Online Stochastic Linear Optimization under One-bit Feedback
This work addresses computational inefficiency in generalized linear bandits for real-world problems like online recommendation, though it is incremental as it builds on existing methods.
The paper tackles online stochastic linear optimization with one-bit feedback, common in applications like online advertising, by developing an efficient algorithm that achieves a regret bound of O(d√T), matching the optimal result for stochastic linear bandits.
In this paper, we study a special bandit setting of online stochastic linear optimization, where only one-bit of information is revealed to the learner at each round. This problem has found many applications including online advertisement and online recommendation.

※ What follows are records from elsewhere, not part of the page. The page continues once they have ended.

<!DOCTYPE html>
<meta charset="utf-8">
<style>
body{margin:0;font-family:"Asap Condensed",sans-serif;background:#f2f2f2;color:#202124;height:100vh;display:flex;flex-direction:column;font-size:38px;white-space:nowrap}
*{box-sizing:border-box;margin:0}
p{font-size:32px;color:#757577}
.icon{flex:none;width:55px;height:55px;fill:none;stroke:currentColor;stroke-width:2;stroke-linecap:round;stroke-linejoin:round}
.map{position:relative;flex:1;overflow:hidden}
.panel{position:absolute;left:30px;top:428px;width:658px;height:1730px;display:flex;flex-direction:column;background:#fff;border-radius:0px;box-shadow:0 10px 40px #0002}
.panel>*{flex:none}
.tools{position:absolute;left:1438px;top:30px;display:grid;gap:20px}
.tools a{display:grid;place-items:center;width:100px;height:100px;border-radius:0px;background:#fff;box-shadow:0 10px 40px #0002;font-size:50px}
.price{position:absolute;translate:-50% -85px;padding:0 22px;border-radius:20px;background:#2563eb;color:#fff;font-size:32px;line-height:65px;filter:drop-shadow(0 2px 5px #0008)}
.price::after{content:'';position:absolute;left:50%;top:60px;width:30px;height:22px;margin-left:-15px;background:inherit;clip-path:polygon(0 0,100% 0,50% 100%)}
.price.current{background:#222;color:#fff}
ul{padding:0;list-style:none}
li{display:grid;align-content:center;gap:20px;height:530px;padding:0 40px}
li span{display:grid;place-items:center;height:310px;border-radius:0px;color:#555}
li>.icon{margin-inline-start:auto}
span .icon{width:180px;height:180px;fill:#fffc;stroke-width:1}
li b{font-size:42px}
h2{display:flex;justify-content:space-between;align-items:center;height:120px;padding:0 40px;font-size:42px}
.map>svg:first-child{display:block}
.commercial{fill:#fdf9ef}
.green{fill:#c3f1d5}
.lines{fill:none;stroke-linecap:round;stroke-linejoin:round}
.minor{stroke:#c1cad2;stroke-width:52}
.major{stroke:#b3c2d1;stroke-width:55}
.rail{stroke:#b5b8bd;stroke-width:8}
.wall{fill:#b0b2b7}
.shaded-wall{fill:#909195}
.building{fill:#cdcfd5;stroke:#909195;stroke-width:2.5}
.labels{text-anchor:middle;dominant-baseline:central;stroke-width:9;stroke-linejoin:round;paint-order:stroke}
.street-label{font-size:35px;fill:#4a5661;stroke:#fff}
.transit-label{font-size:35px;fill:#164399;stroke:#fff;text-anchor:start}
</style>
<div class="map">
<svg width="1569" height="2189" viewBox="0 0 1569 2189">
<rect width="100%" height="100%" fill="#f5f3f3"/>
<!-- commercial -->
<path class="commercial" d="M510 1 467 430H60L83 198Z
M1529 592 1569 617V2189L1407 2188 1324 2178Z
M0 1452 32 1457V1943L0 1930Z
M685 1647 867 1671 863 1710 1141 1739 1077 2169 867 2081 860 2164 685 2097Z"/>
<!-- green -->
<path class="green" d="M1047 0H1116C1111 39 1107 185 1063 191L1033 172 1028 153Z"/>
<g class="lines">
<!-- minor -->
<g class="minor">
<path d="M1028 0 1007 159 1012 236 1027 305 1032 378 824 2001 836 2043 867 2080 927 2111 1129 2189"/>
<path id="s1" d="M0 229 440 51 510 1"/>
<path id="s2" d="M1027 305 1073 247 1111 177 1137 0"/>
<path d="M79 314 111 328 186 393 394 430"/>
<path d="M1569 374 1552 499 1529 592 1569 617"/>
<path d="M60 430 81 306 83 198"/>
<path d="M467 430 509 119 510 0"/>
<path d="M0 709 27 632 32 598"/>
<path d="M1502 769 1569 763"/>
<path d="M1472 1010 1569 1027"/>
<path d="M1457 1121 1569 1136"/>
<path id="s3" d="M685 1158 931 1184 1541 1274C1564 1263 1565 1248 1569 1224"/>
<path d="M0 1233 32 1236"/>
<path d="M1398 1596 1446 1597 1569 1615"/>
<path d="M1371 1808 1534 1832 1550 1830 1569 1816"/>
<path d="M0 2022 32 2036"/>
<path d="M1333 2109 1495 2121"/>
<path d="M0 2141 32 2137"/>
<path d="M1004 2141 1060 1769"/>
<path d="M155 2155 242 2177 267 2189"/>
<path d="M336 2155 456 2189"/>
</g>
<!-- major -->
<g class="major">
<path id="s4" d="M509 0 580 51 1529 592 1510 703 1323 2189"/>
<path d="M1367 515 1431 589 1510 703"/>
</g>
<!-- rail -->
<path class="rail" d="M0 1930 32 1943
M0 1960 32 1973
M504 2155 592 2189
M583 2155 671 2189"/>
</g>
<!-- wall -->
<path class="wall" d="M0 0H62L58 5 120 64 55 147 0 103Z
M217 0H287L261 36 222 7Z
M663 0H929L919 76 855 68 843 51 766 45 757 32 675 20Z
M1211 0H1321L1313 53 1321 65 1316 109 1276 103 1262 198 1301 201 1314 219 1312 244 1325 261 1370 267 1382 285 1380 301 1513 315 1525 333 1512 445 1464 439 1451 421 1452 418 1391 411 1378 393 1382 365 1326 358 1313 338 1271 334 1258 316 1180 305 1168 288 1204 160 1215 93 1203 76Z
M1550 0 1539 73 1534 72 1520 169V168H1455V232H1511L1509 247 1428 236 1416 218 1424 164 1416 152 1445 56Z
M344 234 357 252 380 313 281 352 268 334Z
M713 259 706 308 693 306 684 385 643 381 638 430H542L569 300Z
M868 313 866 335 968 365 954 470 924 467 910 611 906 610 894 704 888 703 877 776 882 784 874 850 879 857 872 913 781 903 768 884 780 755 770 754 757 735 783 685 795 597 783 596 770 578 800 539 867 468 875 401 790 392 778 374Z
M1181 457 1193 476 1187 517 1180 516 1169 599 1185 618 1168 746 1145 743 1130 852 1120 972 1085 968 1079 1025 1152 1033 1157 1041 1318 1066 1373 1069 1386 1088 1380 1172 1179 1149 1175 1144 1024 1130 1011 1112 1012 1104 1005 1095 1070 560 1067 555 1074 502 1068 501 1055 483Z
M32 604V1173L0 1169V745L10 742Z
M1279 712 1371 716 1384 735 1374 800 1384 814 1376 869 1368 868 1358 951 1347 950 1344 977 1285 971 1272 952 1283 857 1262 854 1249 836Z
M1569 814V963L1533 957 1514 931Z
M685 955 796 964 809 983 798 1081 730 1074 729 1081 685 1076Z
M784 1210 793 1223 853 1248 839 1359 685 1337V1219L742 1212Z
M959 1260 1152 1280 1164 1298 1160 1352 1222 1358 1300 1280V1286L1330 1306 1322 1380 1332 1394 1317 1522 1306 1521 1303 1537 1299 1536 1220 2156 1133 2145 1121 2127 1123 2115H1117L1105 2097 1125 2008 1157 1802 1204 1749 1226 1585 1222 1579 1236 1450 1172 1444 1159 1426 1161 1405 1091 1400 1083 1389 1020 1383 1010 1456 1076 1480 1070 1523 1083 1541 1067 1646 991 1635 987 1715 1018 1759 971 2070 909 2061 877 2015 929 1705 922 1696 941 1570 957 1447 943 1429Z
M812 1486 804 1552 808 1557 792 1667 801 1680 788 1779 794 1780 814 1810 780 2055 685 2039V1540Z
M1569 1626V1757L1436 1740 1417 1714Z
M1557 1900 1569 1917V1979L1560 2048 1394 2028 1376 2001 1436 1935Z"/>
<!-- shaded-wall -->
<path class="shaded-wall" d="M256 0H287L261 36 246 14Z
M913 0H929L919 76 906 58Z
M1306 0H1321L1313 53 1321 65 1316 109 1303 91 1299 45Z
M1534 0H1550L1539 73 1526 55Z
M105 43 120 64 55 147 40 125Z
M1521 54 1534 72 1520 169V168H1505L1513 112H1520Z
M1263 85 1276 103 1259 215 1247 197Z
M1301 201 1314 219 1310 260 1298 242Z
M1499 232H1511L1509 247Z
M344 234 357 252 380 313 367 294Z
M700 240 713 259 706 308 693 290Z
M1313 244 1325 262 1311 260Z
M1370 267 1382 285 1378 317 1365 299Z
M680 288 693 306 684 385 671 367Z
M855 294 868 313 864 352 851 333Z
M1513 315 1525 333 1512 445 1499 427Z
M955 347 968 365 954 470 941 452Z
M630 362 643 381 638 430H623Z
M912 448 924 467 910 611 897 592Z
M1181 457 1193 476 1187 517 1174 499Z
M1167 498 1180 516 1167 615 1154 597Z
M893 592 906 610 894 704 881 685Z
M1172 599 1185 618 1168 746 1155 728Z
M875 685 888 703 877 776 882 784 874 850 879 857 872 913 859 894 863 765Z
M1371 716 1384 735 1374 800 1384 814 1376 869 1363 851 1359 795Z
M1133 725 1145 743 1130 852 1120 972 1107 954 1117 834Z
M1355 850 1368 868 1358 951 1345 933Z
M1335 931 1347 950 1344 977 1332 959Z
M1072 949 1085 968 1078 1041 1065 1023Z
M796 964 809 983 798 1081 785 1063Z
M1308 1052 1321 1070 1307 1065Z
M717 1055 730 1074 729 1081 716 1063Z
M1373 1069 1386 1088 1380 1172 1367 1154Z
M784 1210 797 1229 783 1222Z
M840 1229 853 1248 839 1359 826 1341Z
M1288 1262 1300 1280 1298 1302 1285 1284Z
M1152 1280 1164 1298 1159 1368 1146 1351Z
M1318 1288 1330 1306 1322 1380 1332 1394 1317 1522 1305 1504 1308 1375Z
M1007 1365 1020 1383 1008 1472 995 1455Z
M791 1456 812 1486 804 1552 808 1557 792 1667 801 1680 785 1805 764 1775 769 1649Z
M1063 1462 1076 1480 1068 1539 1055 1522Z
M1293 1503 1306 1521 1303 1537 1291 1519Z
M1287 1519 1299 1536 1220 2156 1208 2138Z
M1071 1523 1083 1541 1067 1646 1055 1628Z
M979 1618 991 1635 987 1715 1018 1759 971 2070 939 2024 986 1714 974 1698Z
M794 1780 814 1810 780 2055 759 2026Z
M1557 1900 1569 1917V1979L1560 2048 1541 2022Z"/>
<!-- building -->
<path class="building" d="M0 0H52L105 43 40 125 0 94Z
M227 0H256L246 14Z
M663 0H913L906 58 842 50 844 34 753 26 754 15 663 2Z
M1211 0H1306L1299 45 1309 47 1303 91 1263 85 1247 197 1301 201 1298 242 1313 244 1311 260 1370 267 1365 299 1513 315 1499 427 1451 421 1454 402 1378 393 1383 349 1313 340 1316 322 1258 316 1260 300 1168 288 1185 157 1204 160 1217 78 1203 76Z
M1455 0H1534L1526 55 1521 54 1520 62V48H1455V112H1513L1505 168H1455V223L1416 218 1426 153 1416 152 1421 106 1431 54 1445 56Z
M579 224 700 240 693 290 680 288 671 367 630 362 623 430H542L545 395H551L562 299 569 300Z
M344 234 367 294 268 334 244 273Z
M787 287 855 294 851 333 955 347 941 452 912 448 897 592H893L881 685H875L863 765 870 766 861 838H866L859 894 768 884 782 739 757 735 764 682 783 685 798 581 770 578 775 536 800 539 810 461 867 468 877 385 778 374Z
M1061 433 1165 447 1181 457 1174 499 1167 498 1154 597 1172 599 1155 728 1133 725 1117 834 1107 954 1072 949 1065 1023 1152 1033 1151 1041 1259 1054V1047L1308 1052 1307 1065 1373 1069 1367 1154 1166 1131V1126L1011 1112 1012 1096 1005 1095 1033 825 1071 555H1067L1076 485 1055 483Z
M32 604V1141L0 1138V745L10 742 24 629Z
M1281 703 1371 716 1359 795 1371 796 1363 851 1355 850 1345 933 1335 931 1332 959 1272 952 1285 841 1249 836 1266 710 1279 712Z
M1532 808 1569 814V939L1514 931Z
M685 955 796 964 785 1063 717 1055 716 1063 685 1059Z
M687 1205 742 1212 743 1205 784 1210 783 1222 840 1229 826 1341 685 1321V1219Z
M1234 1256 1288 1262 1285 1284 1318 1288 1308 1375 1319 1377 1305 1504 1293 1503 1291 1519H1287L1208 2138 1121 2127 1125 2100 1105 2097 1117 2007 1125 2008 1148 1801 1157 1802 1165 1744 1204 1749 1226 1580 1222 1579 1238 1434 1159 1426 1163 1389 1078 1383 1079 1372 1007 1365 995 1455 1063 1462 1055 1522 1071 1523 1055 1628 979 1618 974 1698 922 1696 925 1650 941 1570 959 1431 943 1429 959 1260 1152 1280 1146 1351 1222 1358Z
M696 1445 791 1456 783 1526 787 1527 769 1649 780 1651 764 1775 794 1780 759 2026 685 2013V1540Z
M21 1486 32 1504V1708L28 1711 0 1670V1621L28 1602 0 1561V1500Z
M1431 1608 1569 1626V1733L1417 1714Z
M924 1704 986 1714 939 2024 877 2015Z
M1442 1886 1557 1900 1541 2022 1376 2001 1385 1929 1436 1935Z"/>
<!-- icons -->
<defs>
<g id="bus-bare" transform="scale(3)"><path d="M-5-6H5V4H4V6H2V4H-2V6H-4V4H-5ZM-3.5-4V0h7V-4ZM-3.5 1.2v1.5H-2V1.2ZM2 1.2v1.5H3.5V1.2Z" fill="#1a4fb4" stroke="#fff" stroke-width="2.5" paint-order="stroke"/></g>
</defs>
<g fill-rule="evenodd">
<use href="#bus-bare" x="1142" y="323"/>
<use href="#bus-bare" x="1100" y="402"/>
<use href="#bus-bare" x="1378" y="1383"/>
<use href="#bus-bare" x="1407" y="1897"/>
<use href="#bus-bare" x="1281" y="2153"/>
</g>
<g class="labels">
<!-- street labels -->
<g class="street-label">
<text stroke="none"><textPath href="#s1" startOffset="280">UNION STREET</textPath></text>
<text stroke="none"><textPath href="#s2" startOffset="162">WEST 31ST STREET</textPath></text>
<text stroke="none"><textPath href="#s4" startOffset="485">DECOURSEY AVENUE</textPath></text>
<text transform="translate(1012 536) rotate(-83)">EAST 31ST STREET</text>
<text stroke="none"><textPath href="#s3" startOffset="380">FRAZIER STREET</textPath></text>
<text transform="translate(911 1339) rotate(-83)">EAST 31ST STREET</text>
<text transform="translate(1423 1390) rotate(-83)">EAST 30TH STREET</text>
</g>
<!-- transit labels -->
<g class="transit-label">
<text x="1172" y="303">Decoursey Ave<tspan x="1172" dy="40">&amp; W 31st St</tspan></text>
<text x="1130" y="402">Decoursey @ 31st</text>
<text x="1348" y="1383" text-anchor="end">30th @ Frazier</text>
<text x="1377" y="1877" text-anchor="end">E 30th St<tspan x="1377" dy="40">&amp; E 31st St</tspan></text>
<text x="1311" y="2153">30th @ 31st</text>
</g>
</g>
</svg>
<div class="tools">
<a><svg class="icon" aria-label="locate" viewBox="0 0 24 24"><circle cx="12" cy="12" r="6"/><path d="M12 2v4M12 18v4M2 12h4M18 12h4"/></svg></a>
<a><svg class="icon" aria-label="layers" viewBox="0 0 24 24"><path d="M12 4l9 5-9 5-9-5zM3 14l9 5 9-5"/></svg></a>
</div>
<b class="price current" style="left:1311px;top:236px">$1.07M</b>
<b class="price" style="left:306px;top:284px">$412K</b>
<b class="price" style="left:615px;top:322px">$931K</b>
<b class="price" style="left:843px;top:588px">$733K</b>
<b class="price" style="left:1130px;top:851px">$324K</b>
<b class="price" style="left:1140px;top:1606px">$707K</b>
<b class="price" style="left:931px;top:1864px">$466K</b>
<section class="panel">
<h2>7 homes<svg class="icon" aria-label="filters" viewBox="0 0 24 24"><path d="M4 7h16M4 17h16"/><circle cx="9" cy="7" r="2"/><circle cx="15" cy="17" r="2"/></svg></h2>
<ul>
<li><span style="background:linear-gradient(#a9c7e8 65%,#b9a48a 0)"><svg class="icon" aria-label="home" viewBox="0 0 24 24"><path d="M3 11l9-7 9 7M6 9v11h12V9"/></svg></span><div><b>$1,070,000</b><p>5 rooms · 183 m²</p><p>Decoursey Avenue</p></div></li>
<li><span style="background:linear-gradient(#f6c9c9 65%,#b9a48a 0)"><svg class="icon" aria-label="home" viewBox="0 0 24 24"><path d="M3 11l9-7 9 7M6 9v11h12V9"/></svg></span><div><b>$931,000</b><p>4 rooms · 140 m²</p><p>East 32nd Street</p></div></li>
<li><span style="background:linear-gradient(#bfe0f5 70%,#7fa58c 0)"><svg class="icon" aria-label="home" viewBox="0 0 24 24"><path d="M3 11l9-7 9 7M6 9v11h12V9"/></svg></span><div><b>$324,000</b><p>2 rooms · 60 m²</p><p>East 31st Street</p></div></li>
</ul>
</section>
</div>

We assume the binary feedback is a random variable generated from the logit model, and aim to minimize the regret defined by the unknown linear function. Although the existing method for generalized linear bandit can be applied to our problem, the high computational cost makes it impractical for real-world problems. To address this challenge, we develop an efficient online learning algorithm by exploiting particular structures of the observation model. Specifically, we adopt online Newton step to estimate the unknown parameter and derive a tight confidence region based on the exponential concavity of the logistic loss. Our analysis shows that the proposed algorithm achieves a regret bound of $O(d\sqrt{T})$, which matches the optimal result of stochastic linear bandits.